Yeni anayasanın içeriğiyle ilgili şu ana kadar görüş beyan etmediğini hatırlatan Kurtulmuş, "Sadece yönteme ilişkin ve tüm partilerin katıldığı, katılımcı ve bütün Türkiye'yi kapsayan, kuşatıcı bir anayasanın yapılması gerektiğinin üzerinde durduk. Bu çerçevede ilk 4 madde konusunda, parlamentomuzda temsil edilen partilerimizin hemen hemen tamamına yakınının herhangi bir iddiasının, teklifinin ya da bir sorununun olmadığını görüyoruz. Bundan dolayı ilk 4 madde hakkında yapılacak herhangi bir tartışmanın, sadece lüzumsuz gerilimlere ve zaman kaybına neden olacağını ifade etmek isterim. Dolayısıyla, Anayasa tartışmalarının şeffaf bir zemin içerisinde yapılması herhalde en hayati hususlardan birisidir. Ayrıca parlamentoda grubu bulunan ve temsilcileri bulunan partilerin görüşlerinin alınması ve bu sürecin açık bir şekilde yürütülmesinin yanında üniversitelerin, hukuk camiasının, sivil toplum kuruluşlarının görüşü olan bütün kesimlerin, 'Biz de bu konudaki teklife sahibiz' diyen bütün kesimlerin görüşlerinin alınacağı, süre biraz uzun olabilir ancak bu tartışmaları olgunlaştırılacağı bir dönemin yürütülmesini TBMM Başkanlığı olarak kendi yükümüz sayıyoruz. Bu çerçevede şunu da ifade etmek isterim ki, 'TBMM bir anayasa yapamaz' görüşü dışındaki bütün görüşleri dinleriz. TBMM olarak Anayasa yapma yetkisine de gücüne de sahibiz. 'TBMM'nin böyle bir yetkisi yoktur' diyenler demokrasiyi özümseyememiş olan kesimlerdir. Dolayısıyla bu süreçte, herkesin fikirlerini dile getirebileceği ve Türkiye'de sadece bir ya da birkaç partinin değil, tüm toplumun anayasası olarak kabul edilebilecek bir millet sözleşmesine ihtiyaç olduğu aşikardır" dedi.

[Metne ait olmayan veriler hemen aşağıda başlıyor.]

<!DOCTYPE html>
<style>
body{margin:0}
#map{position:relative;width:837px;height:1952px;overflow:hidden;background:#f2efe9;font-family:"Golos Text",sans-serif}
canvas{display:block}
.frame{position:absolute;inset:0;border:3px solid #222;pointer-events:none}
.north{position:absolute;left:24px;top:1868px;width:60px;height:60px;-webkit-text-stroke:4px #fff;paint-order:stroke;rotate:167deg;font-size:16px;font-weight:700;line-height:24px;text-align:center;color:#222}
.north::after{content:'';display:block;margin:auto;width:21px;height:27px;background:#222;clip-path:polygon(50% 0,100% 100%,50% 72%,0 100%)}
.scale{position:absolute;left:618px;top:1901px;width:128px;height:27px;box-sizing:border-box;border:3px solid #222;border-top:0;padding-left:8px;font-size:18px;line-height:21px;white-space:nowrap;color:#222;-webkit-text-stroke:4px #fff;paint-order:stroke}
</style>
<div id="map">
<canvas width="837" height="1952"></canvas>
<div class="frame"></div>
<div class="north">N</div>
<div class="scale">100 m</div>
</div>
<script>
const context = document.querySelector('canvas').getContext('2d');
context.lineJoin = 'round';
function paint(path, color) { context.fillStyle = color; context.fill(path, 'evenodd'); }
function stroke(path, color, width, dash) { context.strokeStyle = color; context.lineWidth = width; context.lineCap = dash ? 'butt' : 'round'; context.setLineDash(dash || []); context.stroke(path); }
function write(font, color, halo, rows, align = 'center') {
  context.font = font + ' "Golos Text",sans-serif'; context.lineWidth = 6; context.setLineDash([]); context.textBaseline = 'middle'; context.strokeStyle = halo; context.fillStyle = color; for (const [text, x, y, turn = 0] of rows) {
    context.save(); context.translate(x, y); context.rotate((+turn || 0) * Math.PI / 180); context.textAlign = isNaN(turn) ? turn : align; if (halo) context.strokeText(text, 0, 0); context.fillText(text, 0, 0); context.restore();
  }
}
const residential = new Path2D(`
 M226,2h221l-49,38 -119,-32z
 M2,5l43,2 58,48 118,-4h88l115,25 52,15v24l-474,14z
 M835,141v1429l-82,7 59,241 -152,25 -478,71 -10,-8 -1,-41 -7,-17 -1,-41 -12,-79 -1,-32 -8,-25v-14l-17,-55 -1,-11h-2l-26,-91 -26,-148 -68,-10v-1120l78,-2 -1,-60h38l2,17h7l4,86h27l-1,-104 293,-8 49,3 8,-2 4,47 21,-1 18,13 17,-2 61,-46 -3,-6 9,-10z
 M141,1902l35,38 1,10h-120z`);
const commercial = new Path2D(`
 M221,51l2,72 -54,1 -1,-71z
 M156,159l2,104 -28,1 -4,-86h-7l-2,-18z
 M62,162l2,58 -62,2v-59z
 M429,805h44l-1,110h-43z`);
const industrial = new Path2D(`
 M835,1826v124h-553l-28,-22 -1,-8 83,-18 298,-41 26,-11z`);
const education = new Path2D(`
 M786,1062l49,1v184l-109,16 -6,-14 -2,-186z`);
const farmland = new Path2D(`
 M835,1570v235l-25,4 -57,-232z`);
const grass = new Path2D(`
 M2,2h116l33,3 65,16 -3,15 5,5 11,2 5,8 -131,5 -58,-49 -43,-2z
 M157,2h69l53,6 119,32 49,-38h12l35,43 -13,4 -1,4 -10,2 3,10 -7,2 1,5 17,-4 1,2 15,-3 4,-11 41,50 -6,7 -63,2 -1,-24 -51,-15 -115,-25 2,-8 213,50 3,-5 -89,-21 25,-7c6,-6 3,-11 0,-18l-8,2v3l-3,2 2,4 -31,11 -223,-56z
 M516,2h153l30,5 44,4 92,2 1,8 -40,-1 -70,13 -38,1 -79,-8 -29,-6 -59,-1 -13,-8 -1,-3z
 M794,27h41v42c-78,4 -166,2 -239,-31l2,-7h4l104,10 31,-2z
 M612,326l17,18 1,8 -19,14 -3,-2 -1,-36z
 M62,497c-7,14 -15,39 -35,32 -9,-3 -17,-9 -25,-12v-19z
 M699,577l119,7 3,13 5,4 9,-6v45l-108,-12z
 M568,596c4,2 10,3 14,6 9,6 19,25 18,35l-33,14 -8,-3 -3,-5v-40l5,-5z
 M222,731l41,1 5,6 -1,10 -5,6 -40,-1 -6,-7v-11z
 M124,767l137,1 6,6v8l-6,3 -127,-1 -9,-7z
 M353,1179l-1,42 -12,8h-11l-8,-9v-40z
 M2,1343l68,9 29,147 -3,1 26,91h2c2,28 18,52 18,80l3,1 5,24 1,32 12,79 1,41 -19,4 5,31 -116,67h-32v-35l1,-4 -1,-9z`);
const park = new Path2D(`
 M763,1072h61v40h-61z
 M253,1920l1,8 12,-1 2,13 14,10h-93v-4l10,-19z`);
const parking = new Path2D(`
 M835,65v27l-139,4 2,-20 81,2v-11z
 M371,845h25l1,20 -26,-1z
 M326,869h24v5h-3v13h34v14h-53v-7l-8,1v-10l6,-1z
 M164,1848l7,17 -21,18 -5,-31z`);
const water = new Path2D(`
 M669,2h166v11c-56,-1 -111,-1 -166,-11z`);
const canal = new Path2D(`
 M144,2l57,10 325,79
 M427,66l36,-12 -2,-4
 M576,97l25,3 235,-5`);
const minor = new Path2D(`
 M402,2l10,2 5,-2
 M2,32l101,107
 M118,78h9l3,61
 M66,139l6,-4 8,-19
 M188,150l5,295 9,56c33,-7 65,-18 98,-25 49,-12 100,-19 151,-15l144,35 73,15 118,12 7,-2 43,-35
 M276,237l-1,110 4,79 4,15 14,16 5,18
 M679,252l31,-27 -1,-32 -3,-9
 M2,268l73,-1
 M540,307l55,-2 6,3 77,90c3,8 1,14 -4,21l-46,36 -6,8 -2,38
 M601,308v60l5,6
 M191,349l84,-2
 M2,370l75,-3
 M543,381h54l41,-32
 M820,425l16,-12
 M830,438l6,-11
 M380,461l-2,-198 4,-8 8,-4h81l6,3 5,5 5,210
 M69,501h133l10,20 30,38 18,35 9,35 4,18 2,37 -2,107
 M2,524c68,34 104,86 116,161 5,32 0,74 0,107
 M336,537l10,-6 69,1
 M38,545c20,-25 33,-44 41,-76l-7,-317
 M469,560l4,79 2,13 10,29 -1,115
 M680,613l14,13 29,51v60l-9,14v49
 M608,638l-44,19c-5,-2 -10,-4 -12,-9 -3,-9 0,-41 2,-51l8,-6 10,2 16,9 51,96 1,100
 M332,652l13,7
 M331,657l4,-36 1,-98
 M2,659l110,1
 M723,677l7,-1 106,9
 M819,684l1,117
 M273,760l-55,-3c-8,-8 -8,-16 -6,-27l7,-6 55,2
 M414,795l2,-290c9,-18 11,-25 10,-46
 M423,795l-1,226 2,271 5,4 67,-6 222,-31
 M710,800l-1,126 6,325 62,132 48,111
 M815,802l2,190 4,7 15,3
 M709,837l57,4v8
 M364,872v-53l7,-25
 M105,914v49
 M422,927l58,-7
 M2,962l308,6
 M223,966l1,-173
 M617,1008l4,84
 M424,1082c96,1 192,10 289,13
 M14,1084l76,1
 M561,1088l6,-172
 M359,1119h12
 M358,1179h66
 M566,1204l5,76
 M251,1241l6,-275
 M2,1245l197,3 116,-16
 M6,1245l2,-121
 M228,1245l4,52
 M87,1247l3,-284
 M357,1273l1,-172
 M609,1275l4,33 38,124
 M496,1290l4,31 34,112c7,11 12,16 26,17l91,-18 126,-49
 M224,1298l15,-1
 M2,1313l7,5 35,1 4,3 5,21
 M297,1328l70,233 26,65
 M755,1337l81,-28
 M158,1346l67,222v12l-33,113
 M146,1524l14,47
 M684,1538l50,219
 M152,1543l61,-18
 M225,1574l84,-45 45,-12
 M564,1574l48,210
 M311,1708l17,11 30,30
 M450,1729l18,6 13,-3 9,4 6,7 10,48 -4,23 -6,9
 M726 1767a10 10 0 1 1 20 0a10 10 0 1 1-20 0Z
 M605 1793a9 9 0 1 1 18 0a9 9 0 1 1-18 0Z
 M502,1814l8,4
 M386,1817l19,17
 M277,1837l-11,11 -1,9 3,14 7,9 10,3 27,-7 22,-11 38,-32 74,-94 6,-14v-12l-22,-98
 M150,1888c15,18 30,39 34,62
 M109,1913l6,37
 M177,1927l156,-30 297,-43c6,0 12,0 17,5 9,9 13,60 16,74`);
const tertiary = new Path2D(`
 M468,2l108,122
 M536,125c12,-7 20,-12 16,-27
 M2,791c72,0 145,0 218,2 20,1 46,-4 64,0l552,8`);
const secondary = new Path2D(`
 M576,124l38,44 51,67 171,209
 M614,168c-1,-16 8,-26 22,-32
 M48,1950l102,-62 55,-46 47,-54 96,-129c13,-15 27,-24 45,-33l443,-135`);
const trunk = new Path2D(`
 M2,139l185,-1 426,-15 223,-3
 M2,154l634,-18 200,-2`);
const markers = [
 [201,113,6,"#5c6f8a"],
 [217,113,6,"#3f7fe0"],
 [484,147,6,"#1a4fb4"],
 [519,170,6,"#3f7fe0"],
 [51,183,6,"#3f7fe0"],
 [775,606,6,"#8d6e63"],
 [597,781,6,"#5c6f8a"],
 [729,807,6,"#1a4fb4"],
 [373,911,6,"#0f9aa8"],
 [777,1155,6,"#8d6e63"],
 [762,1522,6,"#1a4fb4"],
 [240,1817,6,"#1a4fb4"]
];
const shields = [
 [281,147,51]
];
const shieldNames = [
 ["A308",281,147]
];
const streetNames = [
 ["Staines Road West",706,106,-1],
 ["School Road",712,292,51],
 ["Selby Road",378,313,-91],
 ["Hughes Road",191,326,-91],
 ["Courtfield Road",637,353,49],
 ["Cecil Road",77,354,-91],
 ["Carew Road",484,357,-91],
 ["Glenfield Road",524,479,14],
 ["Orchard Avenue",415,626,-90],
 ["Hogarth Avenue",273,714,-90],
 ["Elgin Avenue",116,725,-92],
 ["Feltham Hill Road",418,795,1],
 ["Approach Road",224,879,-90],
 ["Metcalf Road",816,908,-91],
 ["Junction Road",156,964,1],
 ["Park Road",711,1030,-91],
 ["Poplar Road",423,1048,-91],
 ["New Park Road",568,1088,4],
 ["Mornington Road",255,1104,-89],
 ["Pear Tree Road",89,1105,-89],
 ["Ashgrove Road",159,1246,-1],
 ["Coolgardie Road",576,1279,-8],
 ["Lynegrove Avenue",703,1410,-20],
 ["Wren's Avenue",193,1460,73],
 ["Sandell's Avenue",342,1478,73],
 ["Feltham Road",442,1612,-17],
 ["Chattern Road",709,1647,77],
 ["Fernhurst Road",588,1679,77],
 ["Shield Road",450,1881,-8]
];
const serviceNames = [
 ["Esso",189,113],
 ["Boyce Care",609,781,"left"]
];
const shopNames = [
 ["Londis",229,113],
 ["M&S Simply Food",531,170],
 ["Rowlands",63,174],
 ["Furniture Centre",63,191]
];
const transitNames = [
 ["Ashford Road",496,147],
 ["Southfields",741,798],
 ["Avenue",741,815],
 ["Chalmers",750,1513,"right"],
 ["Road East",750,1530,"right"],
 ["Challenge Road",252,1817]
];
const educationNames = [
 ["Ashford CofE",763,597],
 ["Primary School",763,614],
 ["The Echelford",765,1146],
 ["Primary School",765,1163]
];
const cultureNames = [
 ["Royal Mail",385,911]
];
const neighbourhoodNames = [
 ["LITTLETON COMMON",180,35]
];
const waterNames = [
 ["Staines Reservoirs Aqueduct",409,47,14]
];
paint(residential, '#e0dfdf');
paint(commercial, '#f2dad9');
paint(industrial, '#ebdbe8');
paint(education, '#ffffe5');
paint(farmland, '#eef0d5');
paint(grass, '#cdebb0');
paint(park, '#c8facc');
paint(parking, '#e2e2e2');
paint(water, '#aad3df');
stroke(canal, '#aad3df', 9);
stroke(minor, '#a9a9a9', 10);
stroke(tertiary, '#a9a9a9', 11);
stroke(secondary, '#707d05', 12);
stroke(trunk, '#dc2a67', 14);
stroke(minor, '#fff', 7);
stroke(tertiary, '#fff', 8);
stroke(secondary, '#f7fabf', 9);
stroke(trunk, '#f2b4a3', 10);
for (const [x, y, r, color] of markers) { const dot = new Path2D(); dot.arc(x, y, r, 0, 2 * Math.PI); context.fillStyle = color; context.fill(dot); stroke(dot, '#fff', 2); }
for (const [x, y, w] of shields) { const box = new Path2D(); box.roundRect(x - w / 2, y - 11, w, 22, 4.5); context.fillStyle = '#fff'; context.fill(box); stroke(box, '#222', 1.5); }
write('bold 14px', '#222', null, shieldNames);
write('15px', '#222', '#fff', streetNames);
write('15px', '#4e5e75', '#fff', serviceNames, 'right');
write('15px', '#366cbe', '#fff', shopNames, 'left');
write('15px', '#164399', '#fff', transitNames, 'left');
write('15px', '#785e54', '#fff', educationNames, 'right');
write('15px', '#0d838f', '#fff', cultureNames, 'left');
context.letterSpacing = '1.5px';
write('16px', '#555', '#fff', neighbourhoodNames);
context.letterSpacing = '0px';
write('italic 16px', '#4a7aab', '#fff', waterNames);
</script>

'TÜRKİYE'NİN EKSENİ TÜRKİYE MİLLİ EKSENİDİR'

Soruları da yanıtlayan Kurtulmuş, Rusya ziyaretinde Türkiye'nin BRICS başvurusu ile ilgili soruya "Tabii bu temaslarımızın hepsinde Türkiye'nin başvurusu gündeme geldi. Türkiye'nin de böyle bir platformun içerisinde olmasına müspet baktıklarını gördük. Ancak tabii BRICS, dünyada şu anda var olan ve yıllardır devam eden oluşumlar gibi, netleşmiş, kesinleşmiş bir oluşum olmadığı aşikardır. Henüz bir platform şeklindedir, öyle görmek lazım. Gelişme potansiyeli olan, ekonomileri ve nüfusları itibarıyla dünyanın önemli bölgelerinde bulunan güç merkezleri özelliğine kavuşmak üzere olan bazı ülkeleri temsil ediyor. Bunun nasıl gelişeceğini ve ilerleyeceğini biz de zaman içerisinde göreceğiz. Ama Türkiye'nin çok taraflı diplomasinin bir gereği olarak, bugün bile aynı anda birden fazla yerle ilişkisini sürdürebilen bir ülkedir. Türkiye'nin bütün bu ilişkileri sürdürürken tekrar söylüyorum; Türkiye, ne doğunun ne batının ne kuzeyin ne güneyin paraleline ya da peykine düşecek bir ülke değildir. Türkiye oraya yöneliyor diye, orada üyelik için gayret ediyor diye eksenini değiştirecek bir ülke değildir. Türkiye'nin bir tane ekseni vardır, o da Türkiye milli eksenidir" ifadelerini kullandı.

'İSRAİL TERÖR ÖRGÜTÜ GİBİ DAVRANIYOR'

İsrail'in Gazze'de düzenlediği saldırıları eleştiren Kurtulmuş, Lübnan'a gerçekleştirilen saldırıda hayatını kaybeden Hizbullah Genel Sekreteri Hasan Nasrallah ile ilgili sosyal medya hesabından yaptığı açıklamanın hatırlatılması üzerine, "Bu açıklamayı kendi inisiyatifim dahilinde yaptım. Şunu söyleyeyim; İsrail'in bu tavrı karşısında herkesin şunu görmesi lazım. İsrail 'Bu Filistinlidir, Arap'tır, Acem'dir, Türk'tür, Sünni'dir, Şii'dir', hatta ve hatta 'Bu Hristiyan'dır, Dürzi'dir' diye ayırt etmiyor. İsrail bu bölge halklarının tamamına karşı bir savaş yürütüyor. Keşke bu meczup tavrı bıraksalar, bundan memnun oluruz. Ama herkese karşı ve bir devlet adabı içerisinde, devlet anlayışı içerisinde davranmıyor. Terör örgütü gibi davranıyor" diye konuştu.

Kurtulmuş milletvekilliği düşürülen Can Atalay ile ilgili ise "Hukuken meselenin bundan sonraki kısmı hukuki süreçlerle ilgilidir. Sonuç almak bakımından Meclis'in bu aşamada yapabileceği bir şey yoktur" dedi.

Programın ardından TBMM Başkanı Numan Kurtulmuş'un, 'Gazze Konuşmaları' isimli kitap ve Meclis'in 1'inci ve 2'nci yasama faaliyetlerine ilişkin çalışmaların yer aldığı 'Karekod' basın mensuplarıyla paylaşıldı.